EVIDENCE THAT THE GUT MICROBIOTA OF HUMANS RESPONDS TO DIETARY DIFFERENCES
Compelling evidence of dietary modulation of the gut microbiota comes from studies of the compositions and emergent properties of the gut community of nonwesternized humans in Africa compared to those of westerners. For example, children living in a rural village in Burkina Faso, Africa, eating food high in dietary fiber relative to the “modern Western diet” of urban Italian children had plentiful Bacteroidetes (57.7% compared to 22.4% relative abundance) in feces, whereas Firmicutes were depleted (27.3% versus 63.7%) (154). Members of the genera Prevotella and Xylanibacter that had the genetic capacity to hydrolyze cellulose and xylan were abundant in the African children’s microbiota but were lacking in the microbiota of Italian children. As a consequence of fiber degradation and fermentation, there was a higher concentration of SCFAs in the feces of Burkina Faso children. These observations of the fecal microbiotas of rural African children reflected consumption of a polysaccharide-rich diet from which they were able to achieve maximal energy harvest through bacterial fermentation.
Similarly, the Hadza, African hunter-gatherers, have a gut microbiota that has greater taxonomic diversity of bacteria than that of Italians (155, 156). The microbiota includes many Bacteroidetes, Clostridiales, Bacteroidales, and Lachnospiraceae that do not resemble previously detected families and genera. Moreover, the Hadza microbiota differs between men and women, reflecting the different diets of the groups stemming from different community roles: women tend to consume more dietary fiber than men. The dietary fiber is sourced especially from tubers, which is associated with increases in the relative abundance of spirochetes (Treponema) in the microbiotas of women.

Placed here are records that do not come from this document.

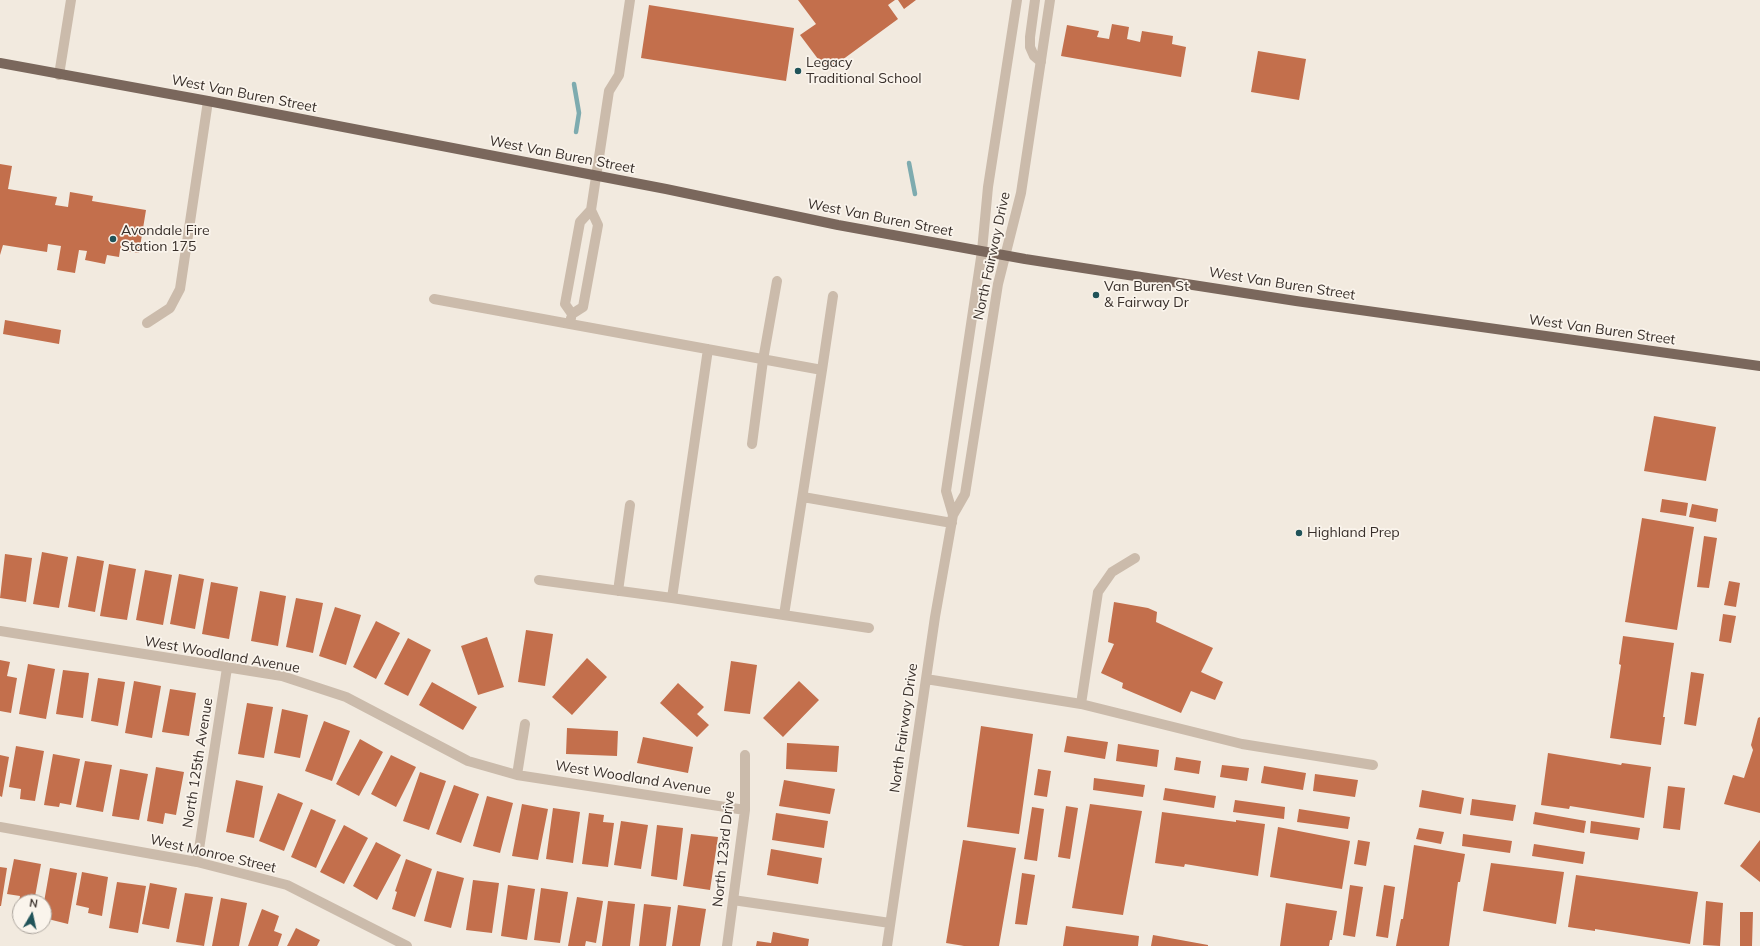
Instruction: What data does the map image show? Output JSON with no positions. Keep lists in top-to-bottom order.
{
  "streets": {
    "main road": ["West Van Buren Street"],
    "street": [
      "North Fairway Drive",
      "West Woodland Avenue",
      "North 125th Avenue",
      "North 123rd Drive",
      "West Monroe Street"
    ]
  },
  "crossings": [
    ["West Van Buren Street", "North Fairway Drive"],
    ["West Woodland Avenue", "North 125th Avenue"],
    ["West Woodland Avenue", "North 123rd Drive"],
    ["North 125th Avenue", "West Monroe Street"]
  ],
  "places": [
    "Legacy Traditional School",
    "Avondale Fire Station 175",
    "Van Buren St & Fairway Dr",
    "Highland Prep"
  ],
  "north": "top"
}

These bacteria are rare in Western microbiotas. Hadza men consume more meat while on hunting expeditions. Their microbiota has increased abundances of Eubacterium and Blautia relative to that of women. No such gender differentiation of Italian microbiotas was apparent. Emergent properties of the microbiotas differed between the Hadza and Italians, reflecting the relative amounts and types of dietary fiber that were consumed. Italians had more butyrate in the feces than the Hadza, who had more propionate. Lower concentrations of butyrate were associated with lower content of Clostridium clusters IV and XIVa (butyrate producers), whereas more propionate was associated with greater relative abundance of Prevotella.

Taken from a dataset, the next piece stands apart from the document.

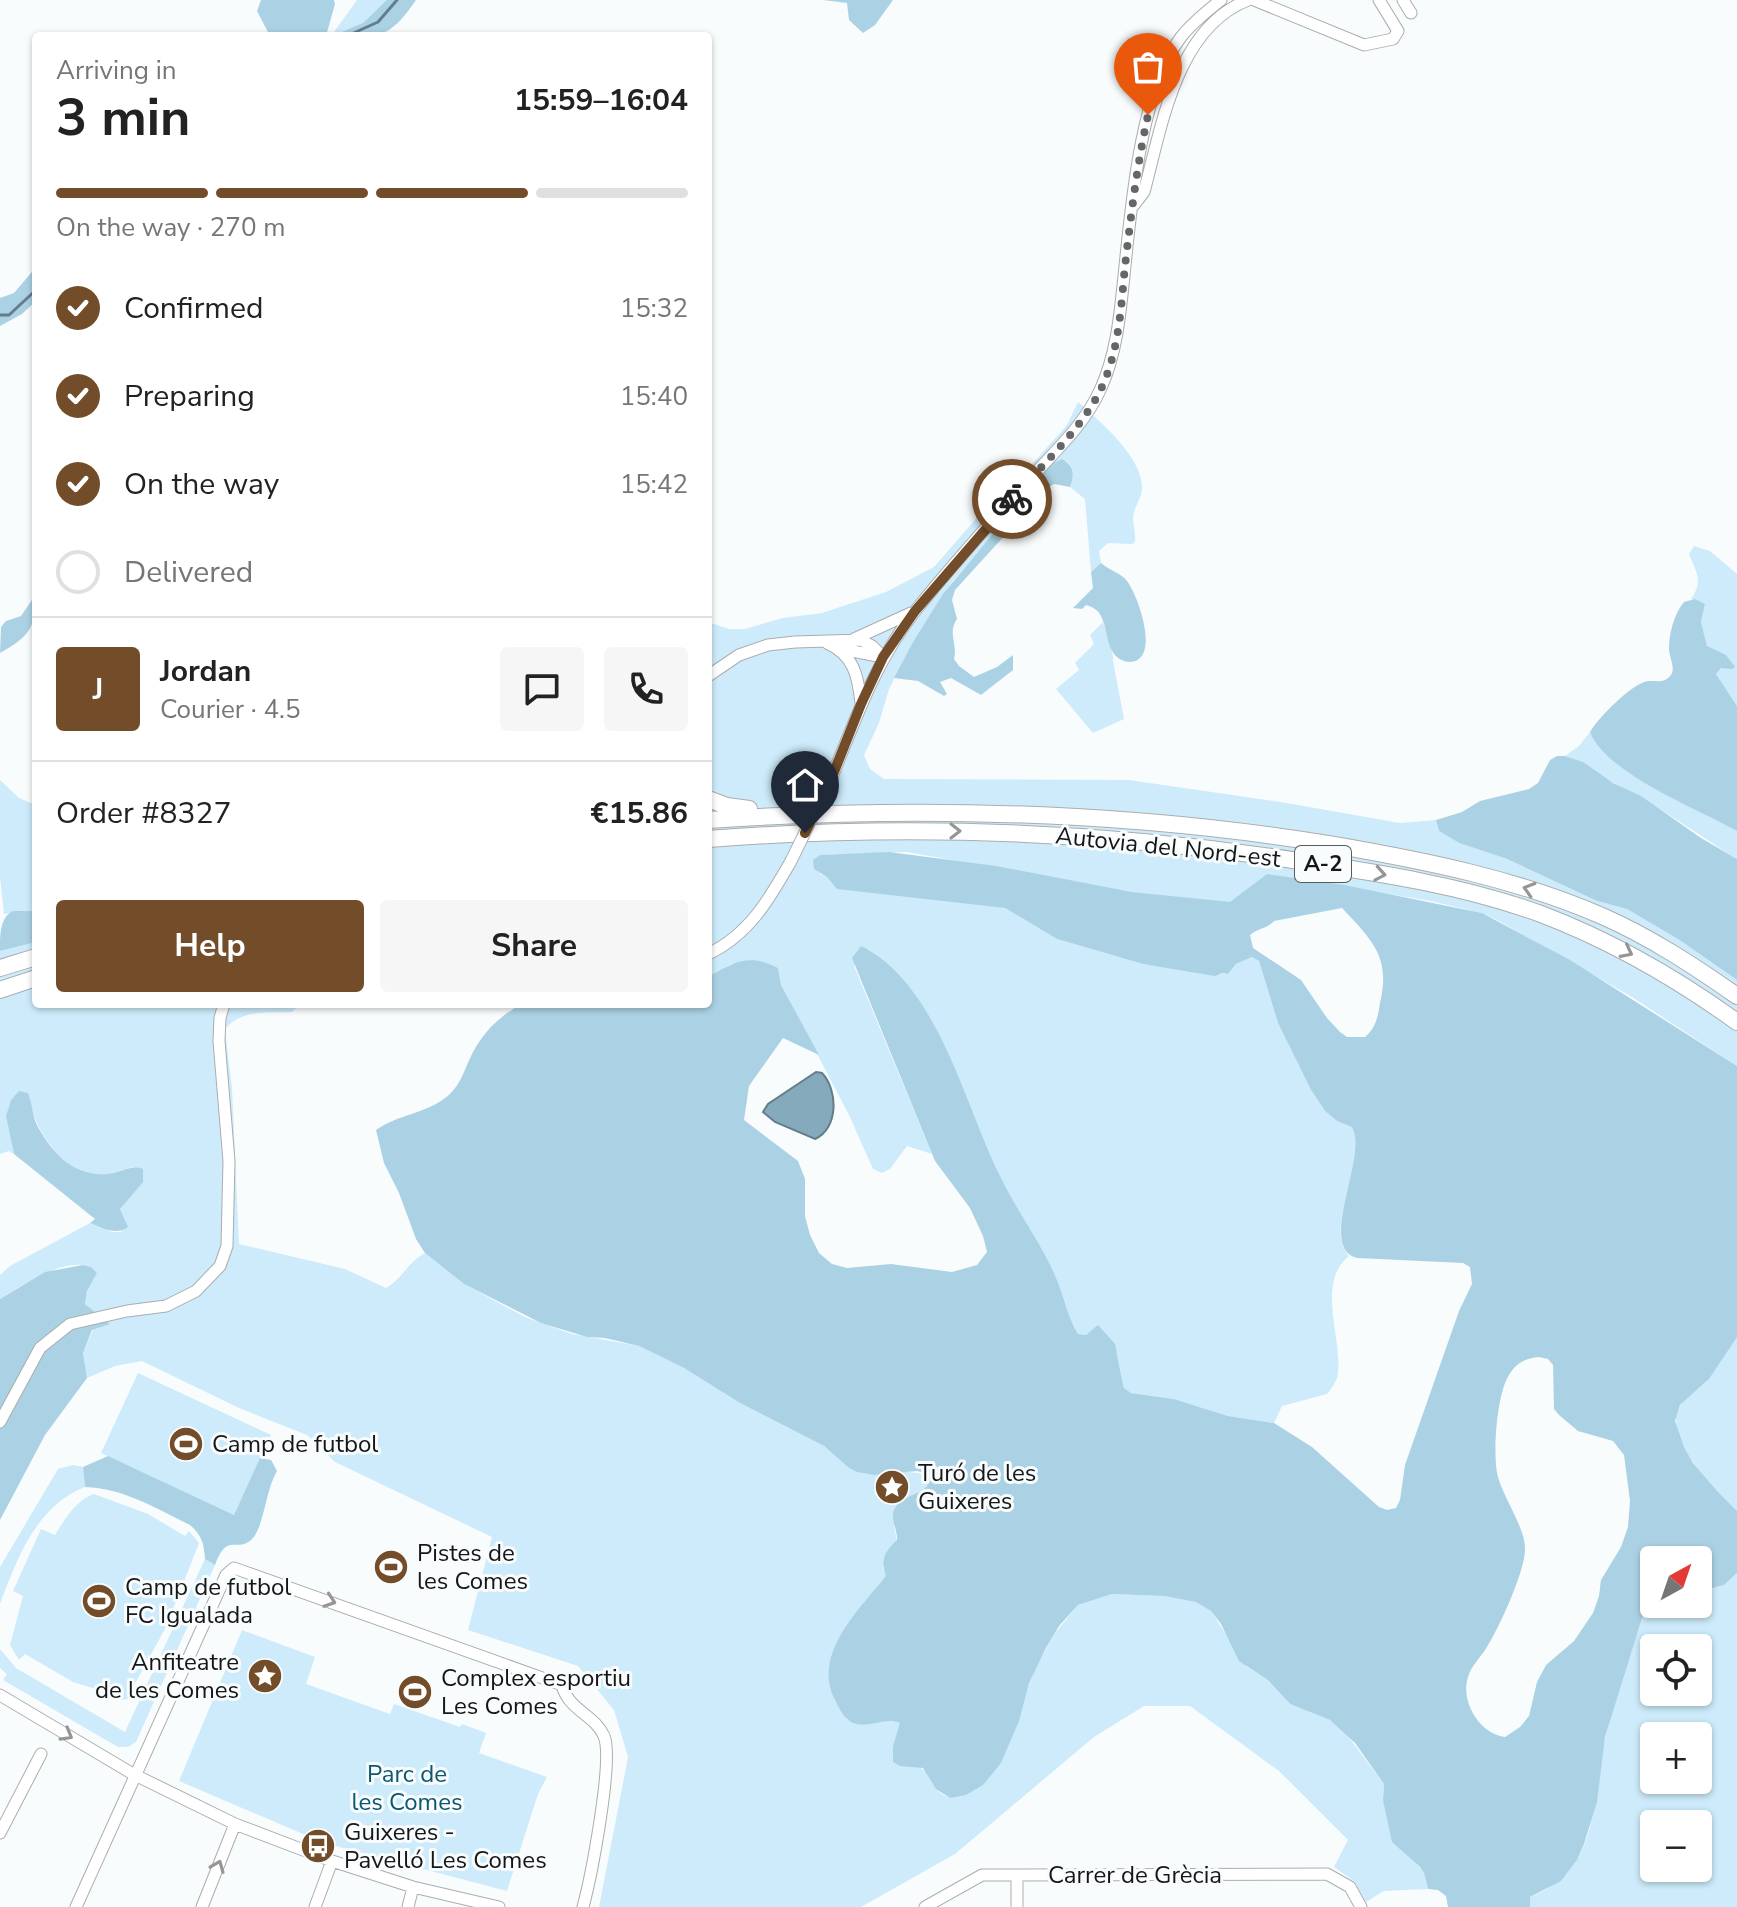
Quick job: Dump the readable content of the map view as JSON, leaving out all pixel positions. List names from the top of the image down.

These studies, together with studies in which participants undertook major changes in diet under experimental conditions (“plant-based” diet, i.e., rich in grains, legumes, fruits, and vegetables, or “animal-based” diet, i.e., rich in meats, eggs, and cheese), provide clear evidence that the microbiota and its function can be modulated by habitual dietary intake (157). Under experimental conditions, the altered dietary intakes of the participants did not affect the variety of bacteria present (alpha-diversity), but changes in microbiota composition based on differences in phylogeny, relative abundances of “species,” and degree of similarity of microbiotas (beta-diversity) could be detected between the animal-based diet group and other groups just 1 day after the food reached the colon. The most common clusters associated with the animal-based diet were composed of bile-resistant bacteria, which correlated with the known increase of bile acids in the gut when there is a high fat intake. Feces from participants consuming the animal-based diet had much lower concentrations of SCFAs originating from the fermentation of carbohydrates (acetate and butyrate) but higher concentrations of SCFAs originating from the fermentation of amino acids (isobutyrate, isovalerate), relative to baseline and plant-based diet samples.
OTHER CONSIDERATIONS LEARNED FROM DIETARY INTERVENTION STUDIES
Important knowledge associated with modulation of the gut microbiota has emerged from more subtle dietary interventions.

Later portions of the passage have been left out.